- Born: Béla George Lugosi January 5, 1938 (age 88) Los Angeles, California, U.S.
- Other name: Béla Lugosi Jr.
- Education: University of Southern California (BS, LLB)
- Occupations: Lawyer Producer
- Spouse: Nancy Beauchamp ​ ​(m. 1957; died 2022)​
- Children: 4
- Parent(s): Béla Lugosi Lillian Arch

= Bela G. Lugosi =

American attorney and businessperson (born 1938)

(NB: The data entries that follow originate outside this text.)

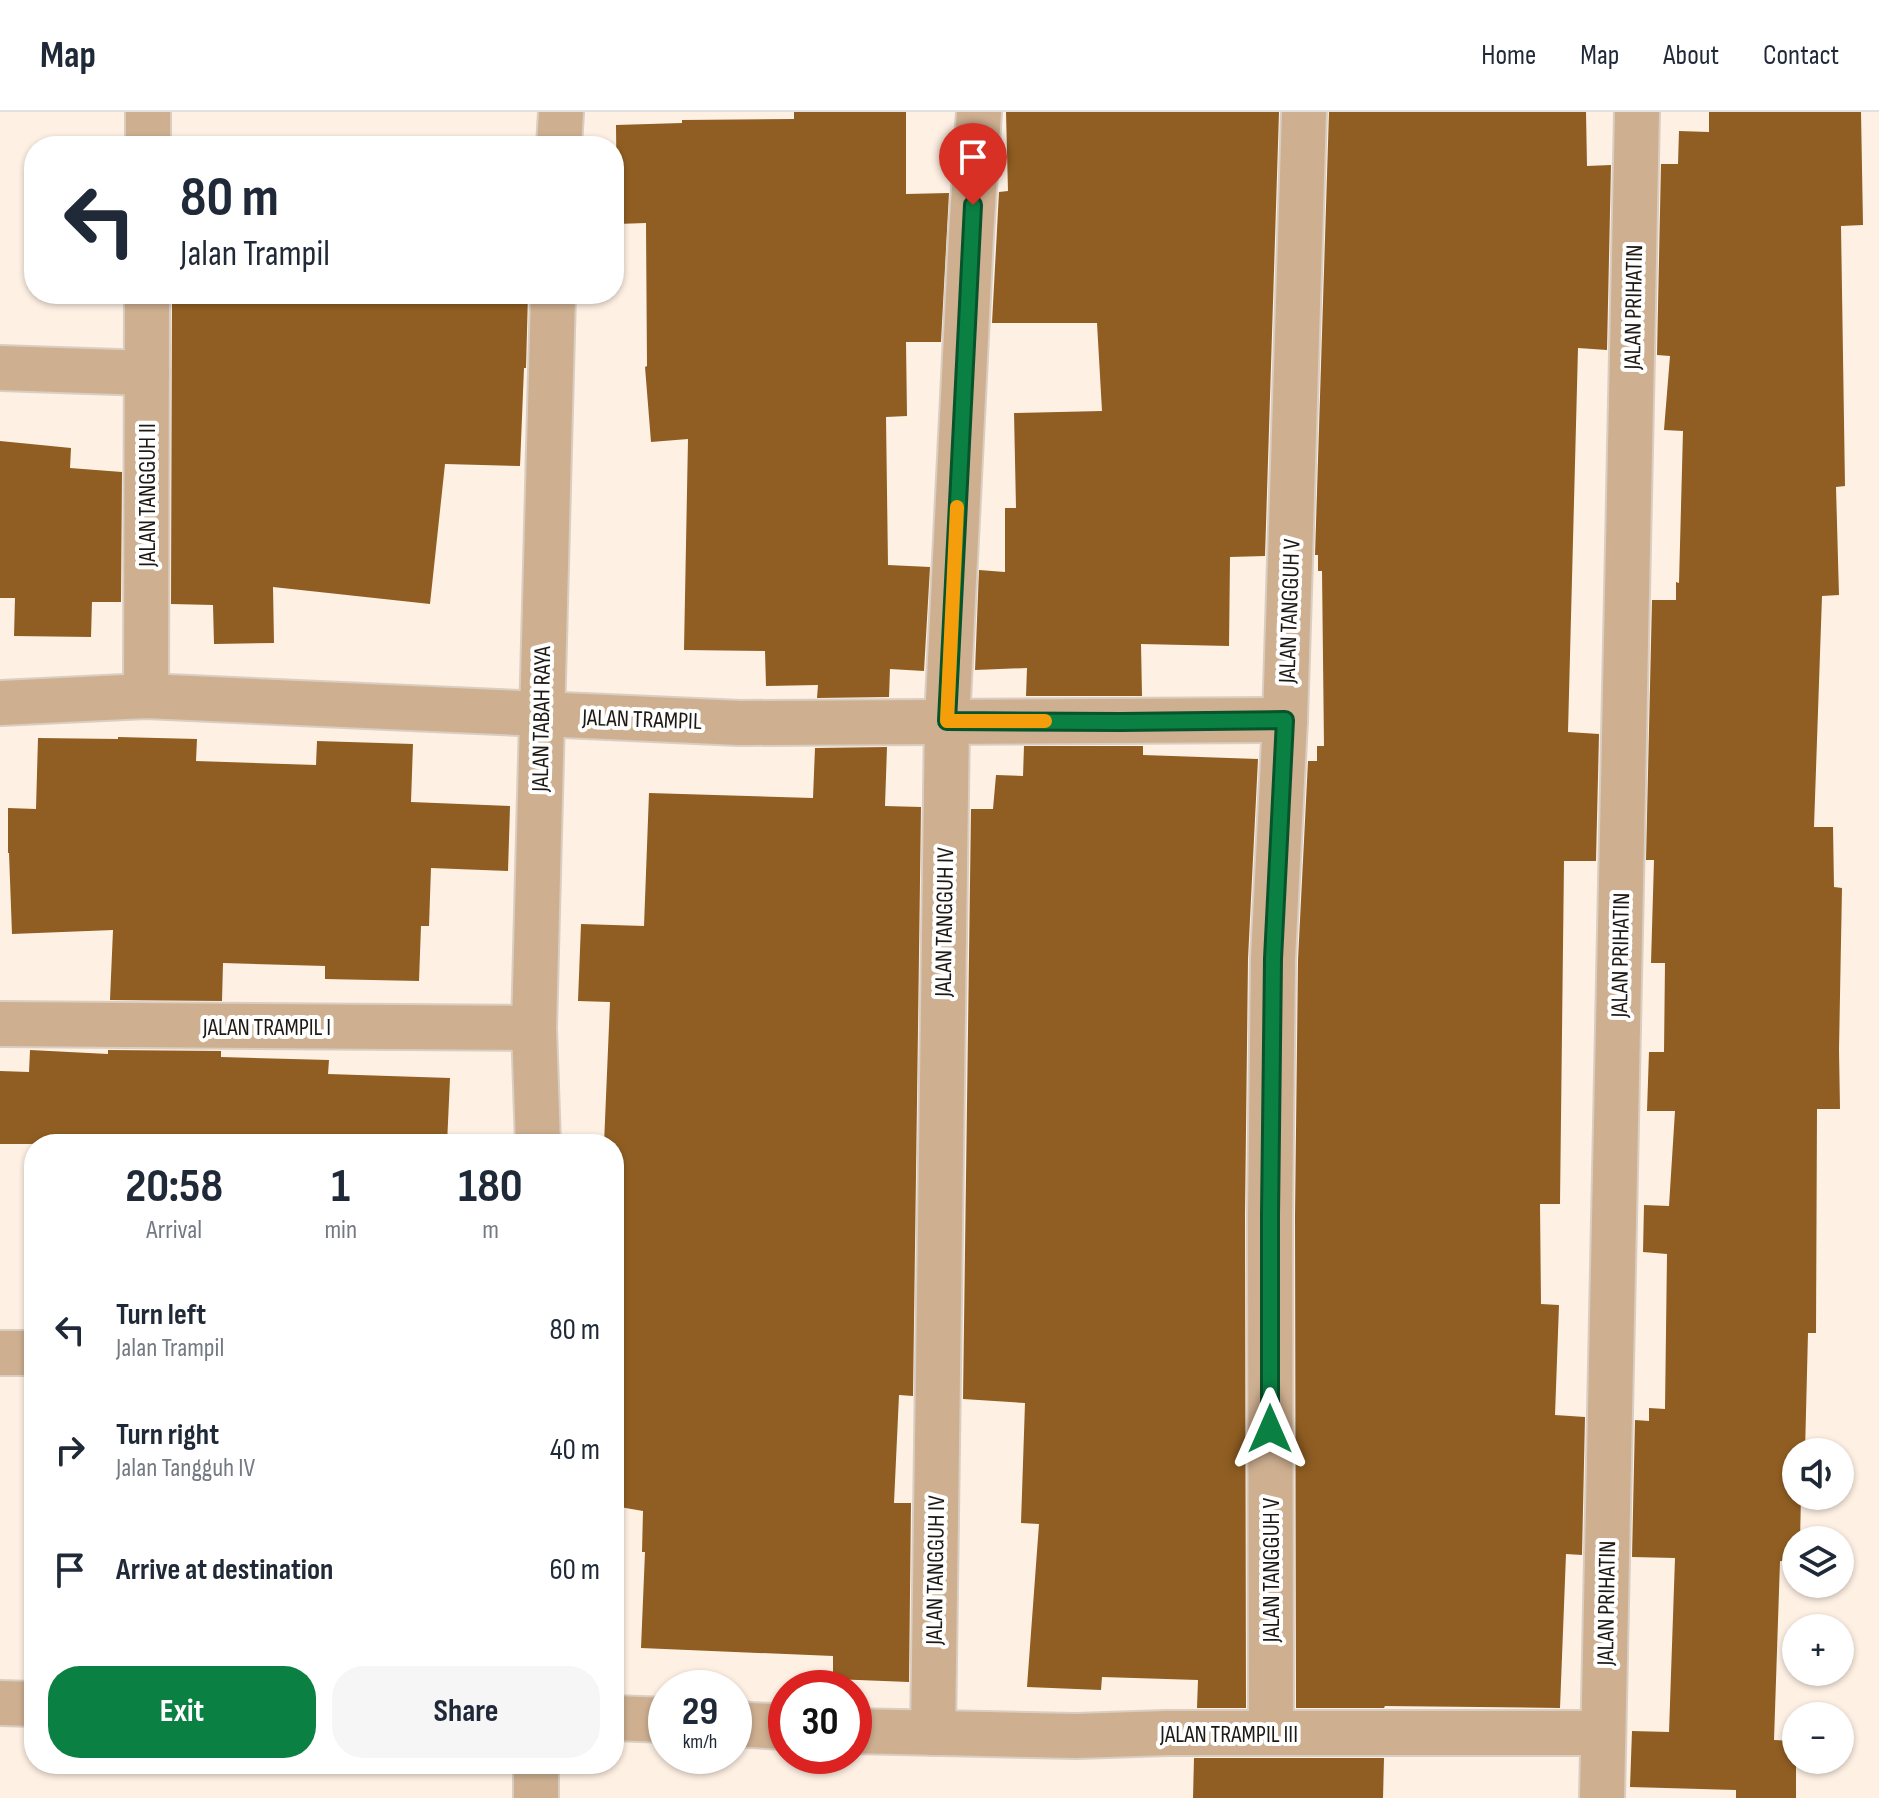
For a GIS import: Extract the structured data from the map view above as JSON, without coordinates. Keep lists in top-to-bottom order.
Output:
{
  "streets": {
    "street": [
      "JALAN PRIHATIN",
      "JALAN TANGGUH II",
      "JALAN TANGGUH V",
      "JALAN TABAH RAYA",
      "JALAN TRAMPIL",
      "JALAN TANGGUH IV",
      "JALAN TRAMPIL I",
      "JALAN TRAMPIL III"
    ]
  },
  "crossings": [
    ["JALAN PRIHATIN", "JALAN TRAMPIL III"],
    ["JALAN TANGGUH II", "JALAN TRAMPIL"],
    ["JALAN TANGGUH V", "JALAN TRAMPIL"],
    ["JALAN TANGGUH V", "JALAN TRAMPIL III"],
    ["JALAN TABAH RAYA", "JALAN TRAMPIL"],
    ["JALAN TABAH RAYA", "JALAN TRAMPIL I"],
    ["JALAN TRAMPIL", "JALAN TANGGUH IV"],
    ["JALAN TANGGUH IV", "JALAN TRAMPIL III"]
  ],
  "page": {
    "header": "Map",
    "nav": [
      "Home",
      "Map",
      "About",
      "Contact"
    ],
    "turn": ["80 m", "Jalan Trampil"],
    "eta": [
      "20:58",
      "Arrival",
      "1",
      "min",
      "180",
      "m"
    ],
    "list": [
      {
        "name": "Turn left",
        "note": "Jalan Trampil",
        "value": "80 m"
      },
      {
        "name": "Turn right",
        "note": "Jalan Tangguh IV",
        "value": "40 m"
      },
      {
        "name": "Arrive at destination",
        "value": "60 m"
      }
    ],
    "map_buttons": ["+", "−"],
    "buttons": ["Exit", "Share"],
    "speed": "29 km/h",
    "limit": "30"
  }
}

Béla George Lugosi (born January 5, 1938) (/ləˈgoʊsi/, lə-GOH-she; /hu/) is an American attorney and the son of actor Béla Lugosi, the latter best remembered for portraying Count Dracula in the horror film classic Dracula (1931) and roles in many other horror films. Lugosi is often referred to as Béla Lugosi Jr. His legal actions in Lugosi v. Universal Pictures led to the creation of the California Celebrities Rights Act.

==Biography==
Lugosi attended the University of Southern California, where he received his B.S. in 1960 and LL.B. from its School of Law in 1964. He was admitted to the State Bar of California that year.
He practiced for much of his career at Hanna & Morton, a Los Angeles litigation boutique. For several years in the late 1990s and early 2000s, he was an executive at C3 Entertainment, Inc., the holding company founded by The Three Stooges. He resigned from the bar in 2018. In 2022, he was inducted into the Rondo Hatton Classic Horror Awards' Monster Kid Hall of Fame.

==Personal life==
Lugosi met Nancy Beauchamp while both were students at Dorsey High School, marrying in 1957. The marriage lasted 64 years until her death in January 2022. He has four children, sons Greg, Jeff, and Tim, and daughter Lynne Sparks, as well as seven grandchildren.

Lugosi has been among those who felt filmmaker Edward D. Wood Jr. exploited his father's stardom, taking advantage of the fading actor when he could not refuse any work. Most documents and interviews with other Wood associates in Nightmare of Ecstasy suggest that Wood and Lugosi were genuine friends and that Wood helped Lugosi through the worst days of his depression and drug addiction.